[Stored data entries]
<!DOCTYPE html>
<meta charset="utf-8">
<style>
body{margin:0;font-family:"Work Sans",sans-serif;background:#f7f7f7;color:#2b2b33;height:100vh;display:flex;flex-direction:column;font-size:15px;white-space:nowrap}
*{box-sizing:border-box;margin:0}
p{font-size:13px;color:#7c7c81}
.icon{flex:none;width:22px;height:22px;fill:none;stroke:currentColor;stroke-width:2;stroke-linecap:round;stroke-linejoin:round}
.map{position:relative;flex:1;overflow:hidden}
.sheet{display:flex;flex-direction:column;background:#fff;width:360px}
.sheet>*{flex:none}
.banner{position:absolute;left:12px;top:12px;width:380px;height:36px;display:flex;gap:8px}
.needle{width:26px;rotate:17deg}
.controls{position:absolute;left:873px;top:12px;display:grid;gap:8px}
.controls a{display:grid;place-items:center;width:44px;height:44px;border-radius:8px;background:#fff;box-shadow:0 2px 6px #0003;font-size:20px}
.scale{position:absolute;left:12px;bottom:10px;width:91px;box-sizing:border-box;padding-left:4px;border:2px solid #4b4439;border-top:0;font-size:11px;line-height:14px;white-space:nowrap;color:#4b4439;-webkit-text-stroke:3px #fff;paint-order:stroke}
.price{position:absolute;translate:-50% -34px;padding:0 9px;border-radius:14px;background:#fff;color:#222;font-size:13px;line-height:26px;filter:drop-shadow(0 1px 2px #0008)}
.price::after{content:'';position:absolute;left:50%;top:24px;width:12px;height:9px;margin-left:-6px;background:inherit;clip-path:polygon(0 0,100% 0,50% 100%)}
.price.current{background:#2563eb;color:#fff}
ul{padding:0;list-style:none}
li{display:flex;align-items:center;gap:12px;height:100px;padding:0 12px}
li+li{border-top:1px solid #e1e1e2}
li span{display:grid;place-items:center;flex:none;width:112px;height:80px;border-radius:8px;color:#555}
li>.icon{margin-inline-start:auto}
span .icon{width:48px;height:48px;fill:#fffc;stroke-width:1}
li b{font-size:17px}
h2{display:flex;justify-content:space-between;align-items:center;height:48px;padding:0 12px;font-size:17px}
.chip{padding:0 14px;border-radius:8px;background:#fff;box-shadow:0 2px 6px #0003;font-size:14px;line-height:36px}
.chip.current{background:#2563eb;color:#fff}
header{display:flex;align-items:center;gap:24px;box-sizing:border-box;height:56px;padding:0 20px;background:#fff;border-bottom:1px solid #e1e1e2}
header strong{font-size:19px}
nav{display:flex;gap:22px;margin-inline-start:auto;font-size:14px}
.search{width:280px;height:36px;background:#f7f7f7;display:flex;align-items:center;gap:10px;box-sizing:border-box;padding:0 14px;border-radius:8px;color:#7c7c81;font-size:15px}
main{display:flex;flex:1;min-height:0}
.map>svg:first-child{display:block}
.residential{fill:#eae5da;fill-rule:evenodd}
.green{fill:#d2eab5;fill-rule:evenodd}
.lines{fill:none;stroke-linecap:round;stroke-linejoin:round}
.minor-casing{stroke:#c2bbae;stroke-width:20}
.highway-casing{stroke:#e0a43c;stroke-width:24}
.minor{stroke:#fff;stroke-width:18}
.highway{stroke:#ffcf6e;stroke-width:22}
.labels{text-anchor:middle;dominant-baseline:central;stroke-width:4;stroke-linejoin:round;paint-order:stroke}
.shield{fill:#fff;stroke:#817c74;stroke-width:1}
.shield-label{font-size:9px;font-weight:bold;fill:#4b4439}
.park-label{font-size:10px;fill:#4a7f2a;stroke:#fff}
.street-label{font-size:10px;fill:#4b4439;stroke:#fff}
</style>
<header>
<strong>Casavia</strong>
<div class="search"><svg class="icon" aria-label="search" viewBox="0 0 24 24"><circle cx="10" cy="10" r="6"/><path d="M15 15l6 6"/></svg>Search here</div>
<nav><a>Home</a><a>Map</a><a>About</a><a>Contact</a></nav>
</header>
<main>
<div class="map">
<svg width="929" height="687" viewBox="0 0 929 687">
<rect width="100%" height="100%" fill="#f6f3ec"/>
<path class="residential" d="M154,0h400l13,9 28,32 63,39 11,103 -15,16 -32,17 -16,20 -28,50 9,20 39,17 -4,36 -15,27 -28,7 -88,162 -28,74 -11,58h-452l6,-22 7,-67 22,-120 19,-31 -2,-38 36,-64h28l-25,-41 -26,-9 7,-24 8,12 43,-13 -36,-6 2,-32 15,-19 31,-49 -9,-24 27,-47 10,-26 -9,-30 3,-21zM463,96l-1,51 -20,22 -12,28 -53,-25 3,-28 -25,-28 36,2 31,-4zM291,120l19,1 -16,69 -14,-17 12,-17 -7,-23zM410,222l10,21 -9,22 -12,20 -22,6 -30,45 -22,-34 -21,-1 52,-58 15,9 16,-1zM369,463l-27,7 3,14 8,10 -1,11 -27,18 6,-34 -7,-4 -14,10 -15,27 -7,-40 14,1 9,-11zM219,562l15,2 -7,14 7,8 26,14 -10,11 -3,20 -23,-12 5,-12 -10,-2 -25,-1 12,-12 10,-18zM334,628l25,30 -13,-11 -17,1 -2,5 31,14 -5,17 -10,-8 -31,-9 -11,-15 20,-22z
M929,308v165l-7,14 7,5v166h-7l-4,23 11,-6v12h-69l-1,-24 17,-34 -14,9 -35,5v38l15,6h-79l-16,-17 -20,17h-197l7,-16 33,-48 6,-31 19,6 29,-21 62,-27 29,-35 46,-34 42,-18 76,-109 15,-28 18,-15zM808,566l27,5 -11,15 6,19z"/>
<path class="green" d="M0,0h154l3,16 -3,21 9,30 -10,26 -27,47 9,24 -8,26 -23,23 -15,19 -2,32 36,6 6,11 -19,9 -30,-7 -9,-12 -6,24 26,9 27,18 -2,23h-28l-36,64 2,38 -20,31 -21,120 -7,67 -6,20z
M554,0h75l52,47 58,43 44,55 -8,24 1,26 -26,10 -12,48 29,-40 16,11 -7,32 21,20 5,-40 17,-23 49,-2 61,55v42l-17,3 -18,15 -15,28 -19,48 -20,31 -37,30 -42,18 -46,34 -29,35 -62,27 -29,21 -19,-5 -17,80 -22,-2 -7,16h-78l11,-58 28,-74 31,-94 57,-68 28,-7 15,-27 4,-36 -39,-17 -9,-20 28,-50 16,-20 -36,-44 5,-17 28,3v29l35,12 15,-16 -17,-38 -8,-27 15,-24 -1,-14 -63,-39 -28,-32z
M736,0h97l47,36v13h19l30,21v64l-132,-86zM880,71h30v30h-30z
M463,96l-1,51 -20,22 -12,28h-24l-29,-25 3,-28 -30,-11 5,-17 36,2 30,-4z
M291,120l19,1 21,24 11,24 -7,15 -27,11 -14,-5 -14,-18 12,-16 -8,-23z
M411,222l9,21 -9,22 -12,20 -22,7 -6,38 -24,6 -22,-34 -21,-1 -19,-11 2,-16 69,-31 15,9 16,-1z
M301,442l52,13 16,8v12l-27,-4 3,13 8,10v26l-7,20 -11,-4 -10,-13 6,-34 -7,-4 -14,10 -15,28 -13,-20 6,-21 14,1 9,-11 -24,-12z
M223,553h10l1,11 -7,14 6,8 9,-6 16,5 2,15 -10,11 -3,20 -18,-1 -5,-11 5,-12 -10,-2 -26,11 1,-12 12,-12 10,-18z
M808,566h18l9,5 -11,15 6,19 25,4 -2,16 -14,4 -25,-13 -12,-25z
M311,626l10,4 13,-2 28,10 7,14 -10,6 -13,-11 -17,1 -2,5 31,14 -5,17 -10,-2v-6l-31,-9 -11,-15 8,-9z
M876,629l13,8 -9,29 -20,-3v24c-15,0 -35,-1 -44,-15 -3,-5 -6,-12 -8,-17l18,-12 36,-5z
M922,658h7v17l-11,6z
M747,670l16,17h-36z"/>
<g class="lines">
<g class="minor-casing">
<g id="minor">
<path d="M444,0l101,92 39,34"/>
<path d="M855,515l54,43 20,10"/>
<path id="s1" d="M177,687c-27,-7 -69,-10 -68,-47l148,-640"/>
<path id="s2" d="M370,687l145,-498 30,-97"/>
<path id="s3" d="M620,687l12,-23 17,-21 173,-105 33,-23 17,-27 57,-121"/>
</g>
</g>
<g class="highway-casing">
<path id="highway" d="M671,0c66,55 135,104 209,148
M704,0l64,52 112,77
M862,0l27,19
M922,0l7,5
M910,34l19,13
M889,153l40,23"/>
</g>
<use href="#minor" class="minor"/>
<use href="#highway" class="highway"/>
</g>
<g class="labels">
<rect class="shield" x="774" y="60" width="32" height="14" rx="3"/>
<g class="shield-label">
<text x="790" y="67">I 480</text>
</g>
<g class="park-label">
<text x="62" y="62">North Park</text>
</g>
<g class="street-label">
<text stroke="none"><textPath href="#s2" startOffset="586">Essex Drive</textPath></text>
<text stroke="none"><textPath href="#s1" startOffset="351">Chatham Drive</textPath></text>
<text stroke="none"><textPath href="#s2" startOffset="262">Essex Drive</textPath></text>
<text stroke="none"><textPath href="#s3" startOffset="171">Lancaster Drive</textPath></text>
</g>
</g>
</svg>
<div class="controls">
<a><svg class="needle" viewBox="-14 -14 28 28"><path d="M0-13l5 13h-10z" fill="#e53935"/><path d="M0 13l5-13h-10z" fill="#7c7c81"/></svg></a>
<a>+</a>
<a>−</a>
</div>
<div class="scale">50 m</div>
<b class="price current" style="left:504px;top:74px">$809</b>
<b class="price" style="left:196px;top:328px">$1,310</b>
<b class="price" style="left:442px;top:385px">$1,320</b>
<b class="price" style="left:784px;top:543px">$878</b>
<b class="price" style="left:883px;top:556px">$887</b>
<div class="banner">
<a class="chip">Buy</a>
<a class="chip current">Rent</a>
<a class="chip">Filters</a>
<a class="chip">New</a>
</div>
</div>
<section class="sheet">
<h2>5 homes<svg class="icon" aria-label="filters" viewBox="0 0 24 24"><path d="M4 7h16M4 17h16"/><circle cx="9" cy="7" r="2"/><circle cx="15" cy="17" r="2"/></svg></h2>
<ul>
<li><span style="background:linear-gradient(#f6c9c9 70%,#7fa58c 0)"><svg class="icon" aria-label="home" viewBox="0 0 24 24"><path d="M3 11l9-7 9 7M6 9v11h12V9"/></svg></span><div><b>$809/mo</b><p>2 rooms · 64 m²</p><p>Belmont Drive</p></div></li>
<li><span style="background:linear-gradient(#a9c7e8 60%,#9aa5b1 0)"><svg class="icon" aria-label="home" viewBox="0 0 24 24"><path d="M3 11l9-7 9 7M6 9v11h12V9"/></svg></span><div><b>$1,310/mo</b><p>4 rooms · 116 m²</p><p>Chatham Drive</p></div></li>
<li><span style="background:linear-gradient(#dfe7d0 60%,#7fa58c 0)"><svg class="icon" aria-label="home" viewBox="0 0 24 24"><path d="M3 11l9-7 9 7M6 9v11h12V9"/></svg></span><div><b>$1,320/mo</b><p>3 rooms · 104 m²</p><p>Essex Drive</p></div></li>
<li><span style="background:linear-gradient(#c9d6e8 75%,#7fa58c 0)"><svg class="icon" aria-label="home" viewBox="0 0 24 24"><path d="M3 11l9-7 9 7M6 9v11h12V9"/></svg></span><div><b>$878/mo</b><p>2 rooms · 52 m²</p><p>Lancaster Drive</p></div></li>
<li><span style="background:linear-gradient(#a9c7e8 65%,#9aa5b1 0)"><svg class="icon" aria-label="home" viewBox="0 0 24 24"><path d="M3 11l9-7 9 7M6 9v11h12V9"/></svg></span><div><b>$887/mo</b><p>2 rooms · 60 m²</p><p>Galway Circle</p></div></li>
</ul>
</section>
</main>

---

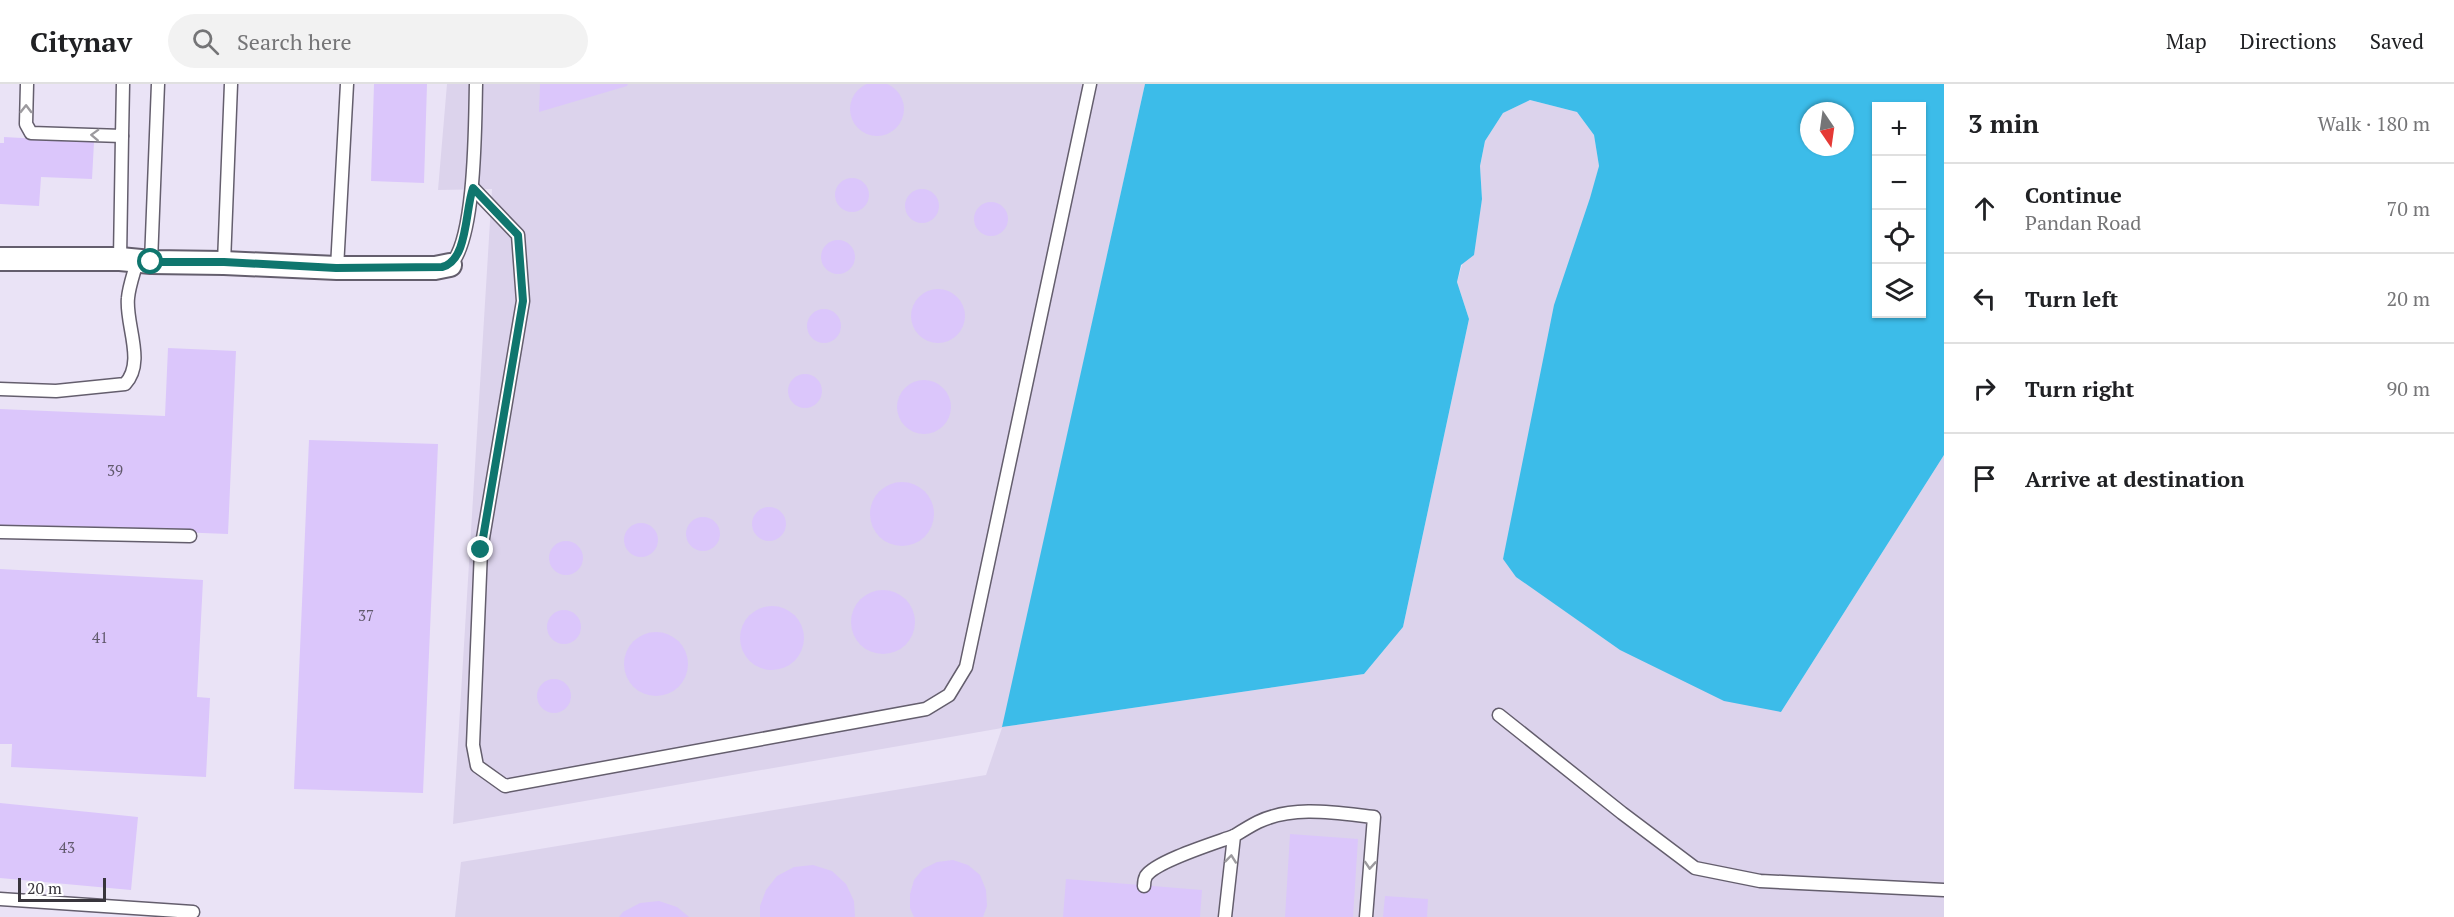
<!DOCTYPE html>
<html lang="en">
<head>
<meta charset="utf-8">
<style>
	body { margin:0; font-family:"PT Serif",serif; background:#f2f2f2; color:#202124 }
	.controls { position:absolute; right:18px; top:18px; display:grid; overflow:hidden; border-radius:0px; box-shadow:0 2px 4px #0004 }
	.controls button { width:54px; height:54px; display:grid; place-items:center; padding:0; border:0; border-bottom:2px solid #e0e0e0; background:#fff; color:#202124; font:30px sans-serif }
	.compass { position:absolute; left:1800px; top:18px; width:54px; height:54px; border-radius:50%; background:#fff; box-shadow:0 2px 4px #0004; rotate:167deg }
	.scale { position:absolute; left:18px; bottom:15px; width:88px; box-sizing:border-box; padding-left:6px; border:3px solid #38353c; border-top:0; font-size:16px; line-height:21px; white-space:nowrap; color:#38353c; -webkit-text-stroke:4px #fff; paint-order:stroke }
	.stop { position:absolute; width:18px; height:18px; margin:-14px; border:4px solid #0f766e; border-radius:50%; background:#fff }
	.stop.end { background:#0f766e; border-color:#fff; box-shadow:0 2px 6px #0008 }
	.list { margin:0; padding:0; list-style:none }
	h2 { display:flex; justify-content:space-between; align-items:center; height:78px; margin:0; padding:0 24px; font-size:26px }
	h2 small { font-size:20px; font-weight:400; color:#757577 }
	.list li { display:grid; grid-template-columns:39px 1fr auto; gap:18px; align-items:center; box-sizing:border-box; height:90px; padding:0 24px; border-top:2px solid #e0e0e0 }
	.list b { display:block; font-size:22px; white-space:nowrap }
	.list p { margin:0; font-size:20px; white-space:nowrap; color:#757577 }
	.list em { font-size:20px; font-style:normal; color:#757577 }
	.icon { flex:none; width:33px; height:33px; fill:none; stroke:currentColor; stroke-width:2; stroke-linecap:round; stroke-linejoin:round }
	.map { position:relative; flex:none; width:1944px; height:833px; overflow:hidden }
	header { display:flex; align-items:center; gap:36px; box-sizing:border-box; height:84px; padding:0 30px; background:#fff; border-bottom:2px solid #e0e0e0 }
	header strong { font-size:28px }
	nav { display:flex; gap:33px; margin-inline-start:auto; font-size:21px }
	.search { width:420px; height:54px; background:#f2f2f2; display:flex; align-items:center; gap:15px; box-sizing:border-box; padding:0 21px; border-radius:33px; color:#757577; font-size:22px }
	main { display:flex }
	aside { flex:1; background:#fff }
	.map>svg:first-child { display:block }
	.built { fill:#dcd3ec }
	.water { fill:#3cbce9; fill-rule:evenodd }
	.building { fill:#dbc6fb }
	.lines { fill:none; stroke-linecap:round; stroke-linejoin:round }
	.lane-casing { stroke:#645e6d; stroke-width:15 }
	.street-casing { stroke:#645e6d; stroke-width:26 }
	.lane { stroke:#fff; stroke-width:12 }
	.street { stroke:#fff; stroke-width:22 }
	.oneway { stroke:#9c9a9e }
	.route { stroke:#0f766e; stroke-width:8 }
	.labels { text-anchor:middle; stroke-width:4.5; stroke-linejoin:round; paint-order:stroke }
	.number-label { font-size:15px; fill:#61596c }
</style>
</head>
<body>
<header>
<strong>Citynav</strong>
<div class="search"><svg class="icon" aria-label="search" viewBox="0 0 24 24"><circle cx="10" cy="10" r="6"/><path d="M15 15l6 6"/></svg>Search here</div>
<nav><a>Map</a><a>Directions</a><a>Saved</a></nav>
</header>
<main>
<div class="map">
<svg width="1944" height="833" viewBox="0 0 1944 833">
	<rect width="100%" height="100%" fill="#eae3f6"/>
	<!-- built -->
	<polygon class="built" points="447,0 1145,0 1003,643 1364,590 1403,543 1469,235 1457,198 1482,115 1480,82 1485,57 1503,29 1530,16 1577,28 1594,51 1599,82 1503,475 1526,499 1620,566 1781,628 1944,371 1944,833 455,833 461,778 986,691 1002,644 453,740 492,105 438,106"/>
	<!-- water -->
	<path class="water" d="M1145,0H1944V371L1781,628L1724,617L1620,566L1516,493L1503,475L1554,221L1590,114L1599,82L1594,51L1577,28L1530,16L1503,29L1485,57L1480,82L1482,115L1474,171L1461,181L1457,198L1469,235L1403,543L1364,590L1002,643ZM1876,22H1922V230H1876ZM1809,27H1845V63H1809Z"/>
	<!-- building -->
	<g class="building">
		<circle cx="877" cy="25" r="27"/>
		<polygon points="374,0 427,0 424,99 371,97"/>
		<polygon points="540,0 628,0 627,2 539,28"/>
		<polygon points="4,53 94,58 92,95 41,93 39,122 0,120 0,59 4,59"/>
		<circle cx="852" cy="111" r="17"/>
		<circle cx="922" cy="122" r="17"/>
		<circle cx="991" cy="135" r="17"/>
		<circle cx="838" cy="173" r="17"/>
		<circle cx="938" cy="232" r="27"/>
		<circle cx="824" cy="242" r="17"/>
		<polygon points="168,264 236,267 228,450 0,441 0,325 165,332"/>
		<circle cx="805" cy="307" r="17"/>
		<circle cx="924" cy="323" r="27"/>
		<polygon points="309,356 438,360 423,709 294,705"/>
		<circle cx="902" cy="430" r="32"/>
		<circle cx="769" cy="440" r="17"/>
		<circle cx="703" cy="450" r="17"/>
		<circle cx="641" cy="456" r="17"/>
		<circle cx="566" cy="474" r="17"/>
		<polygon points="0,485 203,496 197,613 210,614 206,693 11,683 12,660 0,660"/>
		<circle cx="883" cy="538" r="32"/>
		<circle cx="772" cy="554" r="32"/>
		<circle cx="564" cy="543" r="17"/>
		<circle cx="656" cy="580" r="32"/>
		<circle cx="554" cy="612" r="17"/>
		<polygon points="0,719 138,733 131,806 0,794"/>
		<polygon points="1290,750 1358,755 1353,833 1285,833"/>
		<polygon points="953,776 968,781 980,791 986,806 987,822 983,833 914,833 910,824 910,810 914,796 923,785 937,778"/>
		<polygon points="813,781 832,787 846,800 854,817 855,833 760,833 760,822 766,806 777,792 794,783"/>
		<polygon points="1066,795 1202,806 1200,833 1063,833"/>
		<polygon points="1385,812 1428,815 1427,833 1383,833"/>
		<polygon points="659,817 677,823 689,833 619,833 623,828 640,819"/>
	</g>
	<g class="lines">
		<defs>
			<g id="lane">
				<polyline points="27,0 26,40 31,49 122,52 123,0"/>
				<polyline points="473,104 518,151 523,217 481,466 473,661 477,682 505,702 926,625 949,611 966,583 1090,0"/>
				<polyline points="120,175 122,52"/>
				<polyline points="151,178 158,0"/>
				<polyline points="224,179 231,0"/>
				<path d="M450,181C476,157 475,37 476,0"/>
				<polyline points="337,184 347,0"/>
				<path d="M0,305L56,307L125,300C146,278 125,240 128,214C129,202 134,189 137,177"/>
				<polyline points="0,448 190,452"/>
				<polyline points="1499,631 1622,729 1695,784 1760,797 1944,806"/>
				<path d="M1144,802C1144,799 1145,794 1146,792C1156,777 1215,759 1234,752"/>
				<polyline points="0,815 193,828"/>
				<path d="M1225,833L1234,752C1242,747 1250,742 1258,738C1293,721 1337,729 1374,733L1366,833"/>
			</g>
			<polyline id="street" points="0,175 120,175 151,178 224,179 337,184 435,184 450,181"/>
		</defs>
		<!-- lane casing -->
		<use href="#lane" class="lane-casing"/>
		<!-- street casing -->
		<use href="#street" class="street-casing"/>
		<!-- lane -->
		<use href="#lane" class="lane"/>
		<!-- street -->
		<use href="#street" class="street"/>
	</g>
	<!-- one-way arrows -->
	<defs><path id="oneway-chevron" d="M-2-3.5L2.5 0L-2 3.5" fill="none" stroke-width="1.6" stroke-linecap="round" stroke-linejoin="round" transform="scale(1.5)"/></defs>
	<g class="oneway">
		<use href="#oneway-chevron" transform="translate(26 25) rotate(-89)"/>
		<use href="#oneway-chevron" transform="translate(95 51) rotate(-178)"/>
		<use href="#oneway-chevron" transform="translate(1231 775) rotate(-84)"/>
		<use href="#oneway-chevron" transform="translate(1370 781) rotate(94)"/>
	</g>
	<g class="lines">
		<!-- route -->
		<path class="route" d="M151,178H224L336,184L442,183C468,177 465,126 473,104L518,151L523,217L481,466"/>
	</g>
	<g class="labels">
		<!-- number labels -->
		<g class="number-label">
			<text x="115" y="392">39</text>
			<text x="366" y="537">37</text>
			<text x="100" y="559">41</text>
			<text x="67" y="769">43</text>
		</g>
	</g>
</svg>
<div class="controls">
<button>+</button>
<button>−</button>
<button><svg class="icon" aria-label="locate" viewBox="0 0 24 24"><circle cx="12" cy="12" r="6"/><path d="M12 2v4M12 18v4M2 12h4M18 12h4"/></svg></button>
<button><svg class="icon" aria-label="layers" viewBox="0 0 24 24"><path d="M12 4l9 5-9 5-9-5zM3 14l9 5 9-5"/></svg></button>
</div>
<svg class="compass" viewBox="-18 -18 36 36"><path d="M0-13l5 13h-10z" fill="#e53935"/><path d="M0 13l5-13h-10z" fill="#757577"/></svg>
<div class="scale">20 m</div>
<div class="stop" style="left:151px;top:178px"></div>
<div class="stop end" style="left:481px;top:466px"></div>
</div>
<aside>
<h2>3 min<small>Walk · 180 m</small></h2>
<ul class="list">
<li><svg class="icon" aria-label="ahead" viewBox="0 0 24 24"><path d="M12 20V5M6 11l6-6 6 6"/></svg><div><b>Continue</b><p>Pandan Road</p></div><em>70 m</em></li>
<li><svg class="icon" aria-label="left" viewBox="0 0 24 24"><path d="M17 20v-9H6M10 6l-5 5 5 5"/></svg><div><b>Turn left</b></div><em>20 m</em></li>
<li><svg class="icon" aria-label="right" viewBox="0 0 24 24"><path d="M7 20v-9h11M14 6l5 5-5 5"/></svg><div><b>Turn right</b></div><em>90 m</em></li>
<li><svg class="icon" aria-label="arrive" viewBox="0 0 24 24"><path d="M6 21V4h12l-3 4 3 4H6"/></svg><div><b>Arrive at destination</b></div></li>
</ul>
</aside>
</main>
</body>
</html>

- _Task instructions_: Every line above holding the string "compass" should be listed.

- _Answer to this problem_:
	.compass { position:absolute; left:1800px; top:18px; width:54px; height:54px; border-radius:50%; background:#fff; box-shadow:0 2px 4px #0004; rotate:167deg }
<svg class="compass" viewBox="-18 -18 36 36"><path d="M0-13l5 13h-10z" fill="#e53935"/><path d="M0 13l5-13h-10z" fill="#757577"/></svg>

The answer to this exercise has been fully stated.